In the data below, which lines hold the word "Батыр"? Copy them.

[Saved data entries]

####################

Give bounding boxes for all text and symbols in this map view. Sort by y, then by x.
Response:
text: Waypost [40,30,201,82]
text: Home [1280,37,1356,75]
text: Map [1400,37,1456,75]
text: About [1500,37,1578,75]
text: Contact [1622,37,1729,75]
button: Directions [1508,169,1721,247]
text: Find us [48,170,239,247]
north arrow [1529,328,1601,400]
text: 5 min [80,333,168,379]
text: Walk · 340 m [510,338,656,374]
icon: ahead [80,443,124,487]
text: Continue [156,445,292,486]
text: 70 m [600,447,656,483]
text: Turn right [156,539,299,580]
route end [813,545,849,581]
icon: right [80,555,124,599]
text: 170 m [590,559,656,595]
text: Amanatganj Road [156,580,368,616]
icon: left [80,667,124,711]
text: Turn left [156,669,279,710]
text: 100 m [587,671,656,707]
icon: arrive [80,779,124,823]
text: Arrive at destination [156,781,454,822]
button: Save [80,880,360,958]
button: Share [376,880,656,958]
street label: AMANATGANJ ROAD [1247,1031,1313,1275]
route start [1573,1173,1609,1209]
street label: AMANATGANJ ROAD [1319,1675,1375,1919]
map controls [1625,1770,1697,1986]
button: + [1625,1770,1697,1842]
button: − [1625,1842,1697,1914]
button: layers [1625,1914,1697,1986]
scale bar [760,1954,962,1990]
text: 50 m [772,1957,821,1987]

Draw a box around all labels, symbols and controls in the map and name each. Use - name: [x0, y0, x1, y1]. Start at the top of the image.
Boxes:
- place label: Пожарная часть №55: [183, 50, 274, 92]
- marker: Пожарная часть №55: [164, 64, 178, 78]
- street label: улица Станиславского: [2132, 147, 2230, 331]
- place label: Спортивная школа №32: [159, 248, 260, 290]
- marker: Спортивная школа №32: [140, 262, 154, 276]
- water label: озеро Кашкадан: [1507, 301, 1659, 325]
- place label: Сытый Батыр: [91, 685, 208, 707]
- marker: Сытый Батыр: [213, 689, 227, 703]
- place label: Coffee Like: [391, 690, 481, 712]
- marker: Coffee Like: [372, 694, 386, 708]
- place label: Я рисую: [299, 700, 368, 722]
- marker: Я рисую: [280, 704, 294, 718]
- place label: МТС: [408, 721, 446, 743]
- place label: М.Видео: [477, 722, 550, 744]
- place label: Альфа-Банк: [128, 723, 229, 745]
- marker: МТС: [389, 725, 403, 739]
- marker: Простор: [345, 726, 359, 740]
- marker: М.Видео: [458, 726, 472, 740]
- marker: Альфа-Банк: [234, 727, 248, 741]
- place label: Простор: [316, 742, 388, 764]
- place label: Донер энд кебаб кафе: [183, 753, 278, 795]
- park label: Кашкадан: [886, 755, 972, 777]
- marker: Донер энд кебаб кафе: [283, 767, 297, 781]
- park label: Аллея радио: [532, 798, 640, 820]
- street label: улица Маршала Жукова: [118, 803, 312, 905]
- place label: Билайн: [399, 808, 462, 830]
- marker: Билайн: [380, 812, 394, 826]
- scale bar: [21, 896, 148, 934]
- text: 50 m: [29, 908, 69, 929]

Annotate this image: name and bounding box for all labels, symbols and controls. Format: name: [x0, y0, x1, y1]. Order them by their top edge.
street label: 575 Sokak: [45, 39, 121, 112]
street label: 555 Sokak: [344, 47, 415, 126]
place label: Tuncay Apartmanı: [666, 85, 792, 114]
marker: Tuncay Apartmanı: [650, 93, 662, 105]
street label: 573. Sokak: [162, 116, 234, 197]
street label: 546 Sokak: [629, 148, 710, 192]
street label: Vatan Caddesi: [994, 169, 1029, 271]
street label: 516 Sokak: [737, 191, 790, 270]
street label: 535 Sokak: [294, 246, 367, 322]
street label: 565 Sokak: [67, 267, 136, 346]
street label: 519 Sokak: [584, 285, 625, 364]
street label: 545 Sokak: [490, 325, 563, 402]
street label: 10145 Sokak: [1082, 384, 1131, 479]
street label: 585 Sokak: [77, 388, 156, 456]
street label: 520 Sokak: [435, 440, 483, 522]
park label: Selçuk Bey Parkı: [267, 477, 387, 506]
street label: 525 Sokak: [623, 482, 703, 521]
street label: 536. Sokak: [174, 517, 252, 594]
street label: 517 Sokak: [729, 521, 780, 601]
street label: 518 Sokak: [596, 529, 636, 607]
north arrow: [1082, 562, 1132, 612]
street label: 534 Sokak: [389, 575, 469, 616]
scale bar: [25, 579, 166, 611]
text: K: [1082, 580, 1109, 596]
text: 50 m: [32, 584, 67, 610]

####################

• Written answer:
- place label: Сытый Батыр: [91, 685, 208, 707]
- marker: Сытый Батыр: [213, 689, 227, 703]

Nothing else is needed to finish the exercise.